They did a rather quick 180 however.
Whatever was needed
Posted Apr 4, 2009 9:54 UTC (Sat) by man_ls (subscriber, #15091)
"The year of the Linux desktop" is still in limbo, but the year of the Linux netbook came and went. Sadly it is XP almost everywhere now.
Posted Apr 6, 2009 10:42 UTC (Mon) by nye (guest, #51576)
Last year when the Eee 901 came out (a couple of months late) I was going to buy one, but it took so long for the Linux version to arrive that I'd lost interest (I'm working under the assumption that the Linux version did eventually materialise, a few months down the line - okay I've just checked and two of the three online shops I tried have the Linux version, though not in stock).
The cynic in me can't help but think that the use of Linux was a way of forcing MS to provide XP for a couple more years at a cut-down price.
Posted Apr 6, 2009 22:04 UTC (Mon) by man_ls (subscriber, #15091)
True, they got cheap XP licenses this way for 10% of their machines; but they also risked their relationship with the OS of choice for the remaining 90%. Right now they have sweet deals with Microsoft, the machines work well with Linux and everyone is happy. Except us Linux geeks who have seen the best opportunity as of yet come and go.
Risked their relationship?
Posted Apr 6, 2009 22:42 UTC (Mon) by dmarti (subscriber, #11625)
Posted Apr 5, 2009 20:50 UTC (Sun) by lkundrak (subscriber, #43452)
Posted Apr 5, 2009 23:54 UTC (Sun) by csamuel (✭ supporter ✭, #2624)
Posted Apr 4, 2009 14:30 UTC (Sat) by rvfh (subscriber, #31018)
BTW, $25 for XP shows how far MS are going to go to remain the desktop everybody uses. I think Vista pre-installed is more like $60 at least...
Posted Apr 9, 2009 12:43 UTC (Thu) by NRArnot (subscriber, #3033)
More significantly, it's XP (which Microsoft users like), not Vista (utter crap, and so bloated there's no way to make it usable on a curent netbook). Microsoft were trying to kill XP by withdrawing it from the market, netbooks rather damaged that strategy.
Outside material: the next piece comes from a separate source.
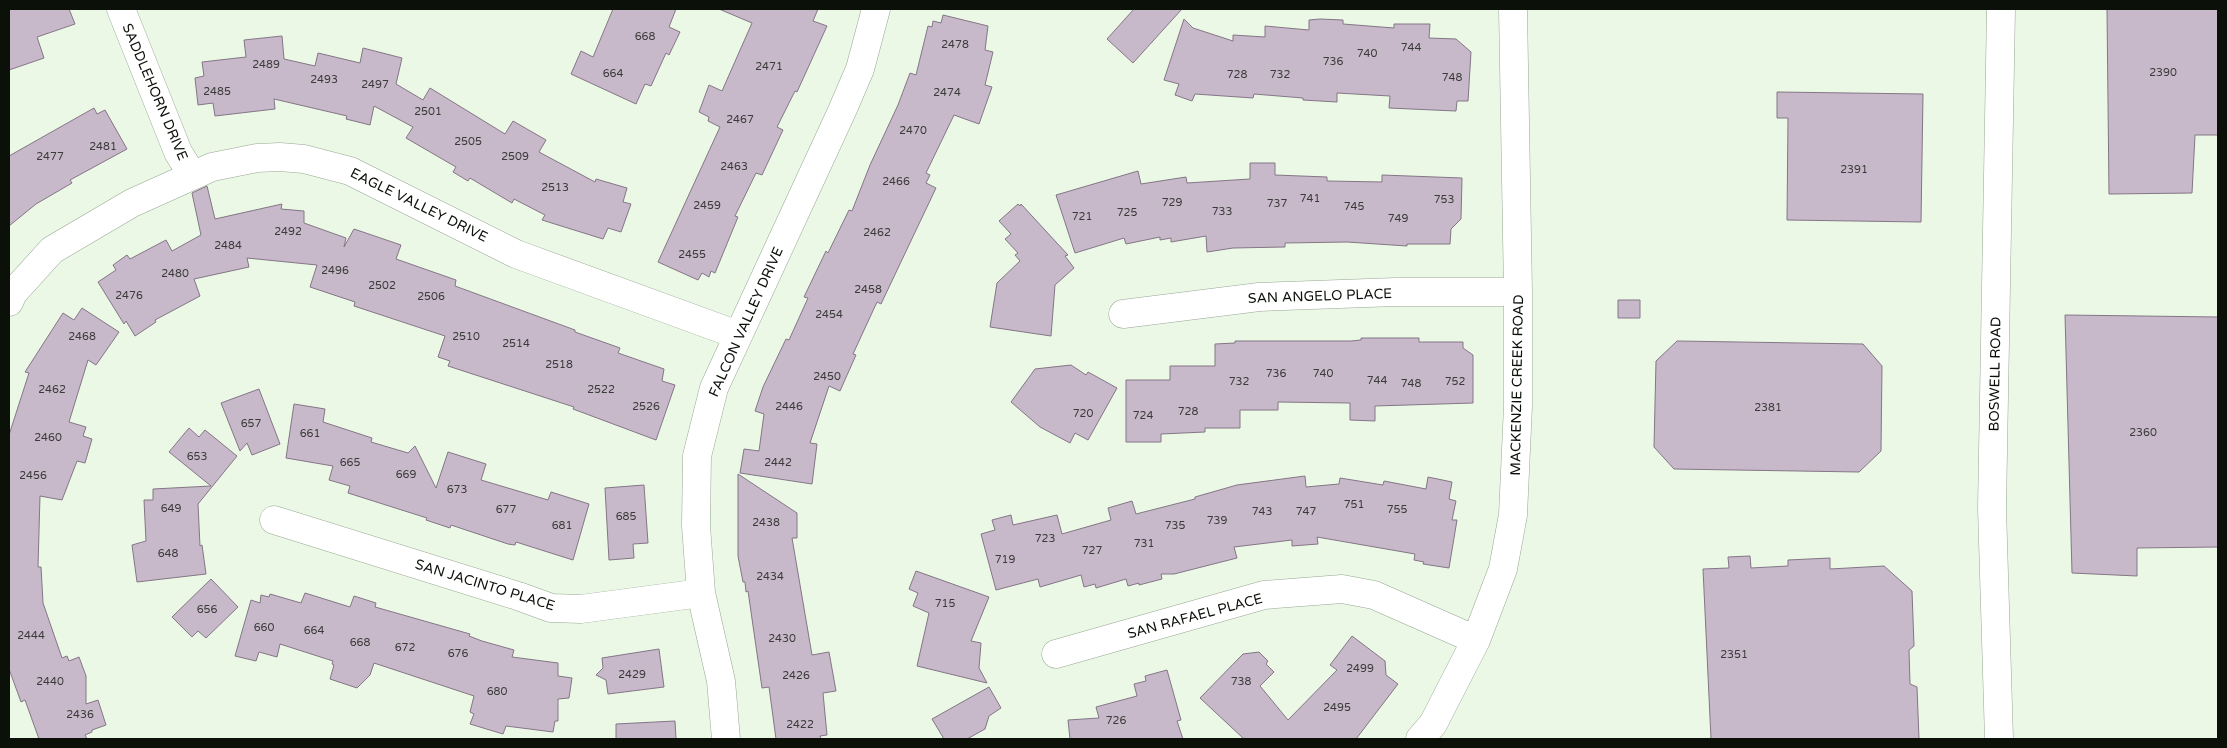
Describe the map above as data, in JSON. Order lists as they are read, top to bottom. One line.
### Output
{"streets":{"street":["SADDLEHORN DRIVE","EAGLE VALLEY DRIVE","SAN ANGELO PLACE","FALCON VALLEY DRIVE","BOSWELL ROAD","MACKENZIE CREEK ROAD","SAN JACINTO PLACE","SAN RAFAEL PLACE"]},"crossings":[["SADDLEHORN DRIVE","EAGLE VALLEY DRIVE"],["EAGLE VALLEY DRIVE","FALCON VALLEY DRIVE"],["SAN ANGELO PLACE","MACKENZIE CREEK ROAD"],["FALCON VALLEY DRIVE","SAN JACINTO PLACE"],["MACKENZIE CREEK ROAD","SAN RAFAEL PLACE"]],"house_numbers":["668","2478","744","740","736","2489","2471","2390","664","728","732","748","2493","2497","2485","2474","2501","2467","2470","2505","2481","2477","2509","2463","2391","2466","2513","741","753","729","737","2459","745","733","725","721","749","2492","2462","2484","2455","2496","2480","2502","2458","2476","2506","2454","2468","2510","2514","2518","736","740","2450","744","732","752","748","2462","2522","2526","2446","2381","728","720","724","657","2360","661","2460","653","665","2442","669","2456","673","751","649","677","755","743","747","685","739","2438","681","735","723","731","727","648","719","2434","715","656","660","664","2444","2430","668","672","676","2351","2499","2429","2426","2440","738","680","2495","2436","726","2422"]}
And I suspect that most folks will prefer light weight over Vista capability, so MS won't have any future tech lifeline. A current Atom CPU is fast enough, running XP or Linux. Which will sell best, a netbook that runs Vista at a usable speed, or a Linux or XP netbook that's half the weight because it gets the same runtime from much smaller batteries? Mine's the six-hundred-gram one.
Now, why is it that no-one makes a netbook with a higher-resolution screen? Methinks Microsoft has a hand in that. Asus or someone, please launch a Linux-only high-res netbook, it'll force MS's hand the same way the original netbook did.